→ **Exercise**:
In the listing that follows, how many lines include the word "linecap"? Only the number is wanted.

→ **Task input**:
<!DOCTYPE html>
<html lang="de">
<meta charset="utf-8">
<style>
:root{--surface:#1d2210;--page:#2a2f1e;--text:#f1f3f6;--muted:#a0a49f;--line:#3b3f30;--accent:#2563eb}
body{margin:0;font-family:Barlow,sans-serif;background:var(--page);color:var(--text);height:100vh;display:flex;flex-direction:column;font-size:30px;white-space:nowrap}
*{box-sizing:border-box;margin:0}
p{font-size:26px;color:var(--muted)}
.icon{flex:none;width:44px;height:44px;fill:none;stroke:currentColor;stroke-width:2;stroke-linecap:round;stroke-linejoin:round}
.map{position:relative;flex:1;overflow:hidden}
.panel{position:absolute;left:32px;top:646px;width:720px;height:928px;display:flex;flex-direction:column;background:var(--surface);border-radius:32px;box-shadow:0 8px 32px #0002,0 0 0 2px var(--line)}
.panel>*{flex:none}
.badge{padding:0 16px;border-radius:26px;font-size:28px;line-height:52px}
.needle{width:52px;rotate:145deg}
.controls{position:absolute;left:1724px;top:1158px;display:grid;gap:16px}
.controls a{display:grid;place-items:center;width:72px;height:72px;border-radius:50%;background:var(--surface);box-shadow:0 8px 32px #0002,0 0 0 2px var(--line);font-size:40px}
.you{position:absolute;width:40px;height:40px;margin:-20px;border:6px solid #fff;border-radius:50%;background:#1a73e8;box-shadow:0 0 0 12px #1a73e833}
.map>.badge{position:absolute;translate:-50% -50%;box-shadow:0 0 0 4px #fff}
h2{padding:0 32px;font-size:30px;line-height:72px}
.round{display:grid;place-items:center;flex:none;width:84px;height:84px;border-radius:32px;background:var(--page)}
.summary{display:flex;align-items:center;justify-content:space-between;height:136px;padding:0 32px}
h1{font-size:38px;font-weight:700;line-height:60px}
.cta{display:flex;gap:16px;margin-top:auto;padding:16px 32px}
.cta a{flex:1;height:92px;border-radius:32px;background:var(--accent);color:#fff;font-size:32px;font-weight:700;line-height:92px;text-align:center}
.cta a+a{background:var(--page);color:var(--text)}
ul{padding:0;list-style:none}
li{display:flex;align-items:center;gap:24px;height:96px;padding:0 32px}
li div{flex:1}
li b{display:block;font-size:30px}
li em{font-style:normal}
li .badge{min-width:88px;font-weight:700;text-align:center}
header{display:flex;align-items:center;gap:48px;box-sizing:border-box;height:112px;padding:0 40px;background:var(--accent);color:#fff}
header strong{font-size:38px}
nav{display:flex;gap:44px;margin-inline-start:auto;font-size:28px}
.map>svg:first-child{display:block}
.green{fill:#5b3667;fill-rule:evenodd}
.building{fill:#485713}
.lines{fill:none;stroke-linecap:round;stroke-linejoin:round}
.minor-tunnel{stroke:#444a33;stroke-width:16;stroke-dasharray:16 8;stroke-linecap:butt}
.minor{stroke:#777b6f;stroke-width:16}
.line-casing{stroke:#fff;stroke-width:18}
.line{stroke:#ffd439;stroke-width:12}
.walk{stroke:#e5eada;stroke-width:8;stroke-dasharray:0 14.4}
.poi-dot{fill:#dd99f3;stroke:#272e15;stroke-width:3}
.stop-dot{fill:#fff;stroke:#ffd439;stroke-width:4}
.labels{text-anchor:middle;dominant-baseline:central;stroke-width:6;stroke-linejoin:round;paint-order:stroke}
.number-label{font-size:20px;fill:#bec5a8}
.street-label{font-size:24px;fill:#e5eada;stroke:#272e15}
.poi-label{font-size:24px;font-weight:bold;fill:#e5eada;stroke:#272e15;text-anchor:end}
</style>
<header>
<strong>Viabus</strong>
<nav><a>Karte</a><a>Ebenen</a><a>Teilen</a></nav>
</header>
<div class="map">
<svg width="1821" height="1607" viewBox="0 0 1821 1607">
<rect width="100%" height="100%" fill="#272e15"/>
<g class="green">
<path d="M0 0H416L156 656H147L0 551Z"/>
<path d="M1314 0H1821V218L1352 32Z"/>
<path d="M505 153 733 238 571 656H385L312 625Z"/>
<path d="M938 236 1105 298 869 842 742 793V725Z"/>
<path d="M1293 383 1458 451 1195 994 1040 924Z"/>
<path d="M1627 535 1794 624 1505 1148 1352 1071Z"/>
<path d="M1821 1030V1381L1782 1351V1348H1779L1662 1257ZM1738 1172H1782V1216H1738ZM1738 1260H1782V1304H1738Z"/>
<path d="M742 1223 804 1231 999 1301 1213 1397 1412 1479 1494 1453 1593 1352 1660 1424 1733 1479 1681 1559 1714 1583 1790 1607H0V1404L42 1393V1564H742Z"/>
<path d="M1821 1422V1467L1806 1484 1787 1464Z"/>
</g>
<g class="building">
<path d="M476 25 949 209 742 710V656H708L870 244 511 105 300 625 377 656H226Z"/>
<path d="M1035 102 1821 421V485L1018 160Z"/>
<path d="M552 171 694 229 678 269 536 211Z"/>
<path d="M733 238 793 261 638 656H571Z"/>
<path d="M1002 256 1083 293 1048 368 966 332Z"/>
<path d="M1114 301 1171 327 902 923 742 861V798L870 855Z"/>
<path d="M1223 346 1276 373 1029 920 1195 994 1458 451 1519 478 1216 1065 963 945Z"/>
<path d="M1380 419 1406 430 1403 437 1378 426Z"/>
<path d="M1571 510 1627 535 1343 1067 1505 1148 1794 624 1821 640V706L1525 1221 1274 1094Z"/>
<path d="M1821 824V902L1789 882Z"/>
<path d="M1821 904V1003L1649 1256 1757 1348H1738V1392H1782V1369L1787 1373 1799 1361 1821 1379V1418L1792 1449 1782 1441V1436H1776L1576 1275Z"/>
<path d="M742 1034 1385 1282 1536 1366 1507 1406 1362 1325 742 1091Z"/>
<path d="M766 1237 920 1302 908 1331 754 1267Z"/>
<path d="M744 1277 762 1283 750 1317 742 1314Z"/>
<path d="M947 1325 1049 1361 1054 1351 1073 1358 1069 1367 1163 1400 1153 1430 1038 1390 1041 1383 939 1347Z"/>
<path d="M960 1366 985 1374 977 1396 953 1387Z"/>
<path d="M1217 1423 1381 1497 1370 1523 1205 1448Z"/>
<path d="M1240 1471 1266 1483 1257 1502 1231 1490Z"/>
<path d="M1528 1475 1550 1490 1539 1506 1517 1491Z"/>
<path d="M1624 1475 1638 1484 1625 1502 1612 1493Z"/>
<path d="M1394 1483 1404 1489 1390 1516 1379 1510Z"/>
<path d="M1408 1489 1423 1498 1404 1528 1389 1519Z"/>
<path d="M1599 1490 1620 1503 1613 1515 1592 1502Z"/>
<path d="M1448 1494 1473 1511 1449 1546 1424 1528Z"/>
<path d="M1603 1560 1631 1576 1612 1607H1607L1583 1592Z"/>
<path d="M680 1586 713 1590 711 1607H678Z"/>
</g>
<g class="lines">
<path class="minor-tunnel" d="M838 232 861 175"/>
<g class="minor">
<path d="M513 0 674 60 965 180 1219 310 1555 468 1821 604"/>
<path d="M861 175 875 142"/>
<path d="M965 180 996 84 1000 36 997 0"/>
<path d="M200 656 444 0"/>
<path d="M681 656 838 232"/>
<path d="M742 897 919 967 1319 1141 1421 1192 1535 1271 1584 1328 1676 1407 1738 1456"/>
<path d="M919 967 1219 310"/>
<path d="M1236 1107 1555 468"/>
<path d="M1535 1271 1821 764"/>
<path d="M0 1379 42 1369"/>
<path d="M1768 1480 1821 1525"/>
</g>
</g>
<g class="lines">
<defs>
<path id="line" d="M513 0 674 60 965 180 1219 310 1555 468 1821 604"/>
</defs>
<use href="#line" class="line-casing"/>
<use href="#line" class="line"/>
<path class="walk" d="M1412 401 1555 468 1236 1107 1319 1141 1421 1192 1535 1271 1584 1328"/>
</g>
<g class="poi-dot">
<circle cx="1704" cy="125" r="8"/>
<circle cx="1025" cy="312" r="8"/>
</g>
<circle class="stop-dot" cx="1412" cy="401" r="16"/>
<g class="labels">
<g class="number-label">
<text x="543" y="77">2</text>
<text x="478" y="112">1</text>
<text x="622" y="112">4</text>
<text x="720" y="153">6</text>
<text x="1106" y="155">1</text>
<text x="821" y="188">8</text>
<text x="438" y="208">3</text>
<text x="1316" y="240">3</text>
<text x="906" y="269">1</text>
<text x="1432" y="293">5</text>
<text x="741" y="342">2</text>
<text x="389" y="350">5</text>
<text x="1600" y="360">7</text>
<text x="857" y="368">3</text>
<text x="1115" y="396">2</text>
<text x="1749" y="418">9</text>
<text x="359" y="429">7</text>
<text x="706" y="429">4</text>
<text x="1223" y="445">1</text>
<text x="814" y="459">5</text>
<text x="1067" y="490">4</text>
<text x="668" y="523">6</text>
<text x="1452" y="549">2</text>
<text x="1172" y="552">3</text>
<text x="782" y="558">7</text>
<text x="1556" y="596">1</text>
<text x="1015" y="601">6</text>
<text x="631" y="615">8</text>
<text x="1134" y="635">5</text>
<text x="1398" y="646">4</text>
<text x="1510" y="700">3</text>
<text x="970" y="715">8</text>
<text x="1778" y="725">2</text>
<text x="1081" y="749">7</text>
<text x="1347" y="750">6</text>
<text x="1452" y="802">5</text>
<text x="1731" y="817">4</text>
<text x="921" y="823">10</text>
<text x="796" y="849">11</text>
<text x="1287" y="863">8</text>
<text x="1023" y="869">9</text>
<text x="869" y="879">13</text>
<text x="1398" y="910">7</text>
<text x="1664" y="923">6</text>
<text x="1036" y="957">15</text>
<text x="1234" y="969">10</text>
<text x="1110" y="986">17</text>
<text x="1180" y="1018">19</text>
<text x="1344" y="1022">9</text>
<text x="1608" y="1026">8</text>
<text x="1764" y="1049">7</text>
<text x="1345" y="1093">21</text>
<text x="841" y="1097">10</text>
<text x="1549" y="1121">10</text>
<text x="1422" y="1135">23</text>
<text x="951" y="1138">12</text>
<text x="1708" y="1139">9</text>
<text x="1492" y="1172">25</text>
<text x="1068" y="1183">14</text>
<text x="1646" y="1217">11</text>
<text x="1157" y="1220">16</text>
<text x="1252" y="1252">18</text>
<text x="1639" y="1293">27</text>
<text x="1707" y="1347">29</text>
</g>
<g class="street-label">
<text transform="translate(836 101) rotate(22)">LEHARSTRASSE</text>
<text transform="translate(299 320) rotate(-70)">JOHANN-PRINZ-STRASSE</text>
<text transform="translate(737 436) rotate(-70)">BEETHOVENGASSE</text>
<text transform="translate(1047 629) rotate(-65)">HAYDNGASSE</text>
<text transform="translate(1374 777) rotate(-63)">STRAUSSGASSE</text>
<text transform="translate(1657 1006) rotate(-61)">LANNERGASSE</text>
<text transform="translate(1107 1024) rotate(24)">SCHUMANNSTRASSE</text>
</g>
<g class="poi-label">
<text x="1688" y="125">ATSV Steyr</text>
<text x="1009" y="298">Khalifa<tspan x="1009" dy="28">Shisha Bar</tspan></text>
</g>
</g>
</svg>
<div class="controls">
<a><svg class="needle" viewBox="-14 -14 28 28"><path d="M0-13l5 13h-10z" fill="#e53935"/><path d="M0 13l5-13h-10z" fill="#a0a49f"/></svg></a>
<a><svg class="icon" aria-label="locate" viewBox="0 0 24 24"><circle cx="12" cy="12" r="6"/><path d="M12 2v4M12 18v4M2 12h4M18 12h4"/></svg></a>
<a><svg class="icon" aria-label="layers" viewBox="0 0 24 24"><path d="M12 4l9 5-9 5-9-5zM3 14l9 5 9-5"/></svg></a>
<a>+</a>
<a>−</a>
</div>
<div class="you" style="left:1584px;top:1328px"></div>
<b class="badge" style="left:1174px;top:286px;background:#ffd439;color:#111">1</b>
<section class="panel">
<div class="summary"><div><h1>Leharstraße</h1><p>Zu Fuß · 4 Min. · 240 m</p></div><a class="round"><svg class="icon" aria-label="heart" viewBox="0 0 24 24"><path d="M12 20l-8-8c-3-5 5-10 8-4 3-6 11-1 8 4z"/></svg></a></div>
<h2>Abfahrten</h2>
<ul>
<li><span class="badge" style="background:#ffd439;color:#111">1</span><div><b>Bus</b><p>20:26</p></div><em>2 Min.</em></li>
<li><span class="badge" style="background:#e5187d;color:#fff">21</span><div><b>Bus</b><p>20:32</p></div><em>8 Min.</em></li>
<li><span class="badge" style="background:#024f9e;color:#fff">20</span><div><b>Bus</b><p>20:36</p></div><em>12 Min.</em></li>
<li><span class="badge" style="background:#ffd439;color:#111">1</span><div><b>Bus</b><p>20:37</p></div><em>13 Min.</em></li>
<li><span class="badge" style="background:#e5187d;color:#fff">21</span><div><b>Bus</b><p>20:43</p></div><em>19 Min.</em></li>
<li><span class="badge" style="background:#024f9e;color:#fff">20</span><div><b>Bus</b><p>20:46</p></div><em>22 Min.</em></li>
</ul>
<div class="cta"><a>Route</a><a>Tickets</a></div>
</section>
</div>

→ **Answer section**:
3